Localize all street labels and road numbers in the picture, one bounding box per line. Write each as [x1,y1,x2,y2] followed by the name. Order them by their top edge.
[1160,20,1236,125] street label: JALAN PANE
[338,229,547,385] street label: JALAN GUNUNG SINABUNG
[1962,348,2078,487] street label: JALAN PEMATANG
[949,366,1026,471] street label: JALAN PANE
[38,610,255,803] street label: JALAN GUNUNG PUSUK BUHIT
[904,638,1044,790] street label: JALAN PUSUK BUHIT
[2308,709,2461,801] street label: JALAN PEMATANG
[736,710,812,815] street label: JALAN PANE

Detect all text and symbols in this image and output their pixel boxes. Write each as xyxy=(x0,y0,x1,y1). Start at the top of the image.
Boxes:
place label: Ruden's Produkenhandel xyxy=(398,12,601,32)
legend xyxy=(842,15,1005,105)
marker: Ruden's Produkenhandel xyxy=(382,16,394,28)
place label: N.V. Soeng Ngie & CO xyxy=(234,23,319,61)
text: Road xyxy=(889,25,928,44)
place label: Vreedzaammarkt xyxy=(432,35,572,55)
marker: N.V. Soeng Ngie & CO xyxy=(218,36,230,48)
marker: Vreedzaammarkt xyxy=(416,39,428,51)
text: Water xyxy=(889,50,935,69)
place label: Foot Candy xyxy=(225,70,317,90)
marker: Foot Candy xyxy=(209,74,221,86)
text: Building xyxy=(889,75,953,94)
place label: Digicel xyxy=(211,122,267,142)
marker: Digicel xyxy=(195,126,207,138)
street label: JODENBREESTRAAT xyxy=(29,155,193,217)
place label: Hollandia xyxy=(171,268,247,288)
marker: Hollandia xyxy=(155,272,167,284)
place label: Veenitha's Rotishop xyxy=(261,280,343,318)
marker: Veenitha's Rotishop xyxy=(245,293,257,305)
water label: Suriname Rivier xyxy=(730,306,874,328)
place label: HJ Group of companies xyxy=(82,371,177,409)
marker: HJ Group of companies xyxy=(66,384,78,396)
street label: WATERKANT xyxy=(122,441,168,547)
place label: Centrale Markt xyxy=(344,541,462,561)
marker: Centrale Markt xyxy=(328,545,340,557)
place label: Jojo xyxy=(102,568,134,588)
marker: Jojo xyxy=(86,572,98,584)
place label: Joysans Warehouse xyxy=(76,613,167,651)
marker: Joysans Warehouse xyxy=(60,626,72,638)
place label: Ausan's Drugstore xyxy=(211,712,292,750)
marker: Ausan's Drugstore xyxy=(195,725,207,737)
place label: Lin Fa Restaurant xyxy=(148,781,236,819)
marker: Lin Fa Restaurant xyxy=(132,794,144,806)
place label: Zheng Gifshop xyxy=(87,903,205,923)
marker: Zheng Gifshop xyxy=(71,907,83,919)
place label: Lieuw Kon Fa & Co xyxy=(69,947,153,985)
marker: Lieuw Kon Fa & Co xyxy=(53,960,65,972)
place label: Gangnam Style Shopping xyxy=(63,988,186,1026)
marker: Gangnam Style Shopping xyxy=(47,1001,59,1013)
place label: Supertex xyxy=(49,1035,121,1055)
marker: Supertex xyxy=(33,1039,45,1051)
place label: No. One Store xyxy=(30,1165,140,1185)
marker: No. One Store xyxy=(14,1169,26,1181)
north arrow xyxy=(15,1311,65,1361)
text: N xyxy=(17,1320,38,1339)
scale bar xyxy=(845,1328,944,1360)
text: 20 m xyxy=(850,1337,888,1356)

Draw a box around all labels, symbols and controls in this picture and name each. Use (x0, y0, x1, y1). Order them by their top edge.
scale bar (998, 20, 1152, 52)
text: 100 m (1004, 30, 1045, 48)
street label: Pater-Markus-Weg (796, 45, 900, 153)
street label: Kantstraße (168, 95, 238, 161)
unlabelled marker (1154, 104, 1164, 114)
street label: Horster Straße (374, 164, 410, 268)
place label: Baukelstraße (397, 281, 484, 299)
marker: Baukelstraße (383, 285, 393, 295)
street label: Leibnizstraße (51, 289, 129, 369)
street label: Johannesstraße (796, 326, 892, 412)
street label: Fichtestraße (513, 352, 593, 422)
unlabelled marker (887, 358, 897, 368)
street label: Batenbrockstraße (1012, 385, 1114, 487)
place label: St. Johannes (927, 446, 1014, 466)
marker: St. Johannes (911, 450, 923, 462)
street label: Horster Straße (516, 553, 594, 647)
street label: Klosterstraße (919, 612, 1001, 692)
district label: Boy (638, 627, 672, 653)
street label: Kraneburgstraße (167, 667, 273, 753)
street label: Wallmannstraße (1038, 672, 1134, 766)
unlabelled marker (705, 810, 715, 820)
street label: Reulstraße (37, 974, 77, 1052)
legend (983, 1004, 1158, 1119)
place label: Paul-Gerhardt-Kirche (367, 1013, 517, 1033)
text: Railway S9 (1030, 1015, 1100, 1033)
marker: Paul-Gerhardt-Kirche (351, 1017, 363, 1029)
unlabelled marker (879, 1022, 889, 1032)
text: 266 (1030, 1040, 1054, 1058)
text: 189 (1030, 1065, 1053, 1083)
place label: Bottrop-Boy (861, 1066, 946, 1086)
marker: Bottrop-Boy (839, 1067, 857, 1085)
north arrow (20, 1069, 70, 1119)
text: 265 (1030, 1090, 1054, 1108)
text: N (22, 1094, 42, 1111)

REQUIREMENT: Within the listing, how many lines hold the word "north"? Only the number is to be given.

ANSWER: 2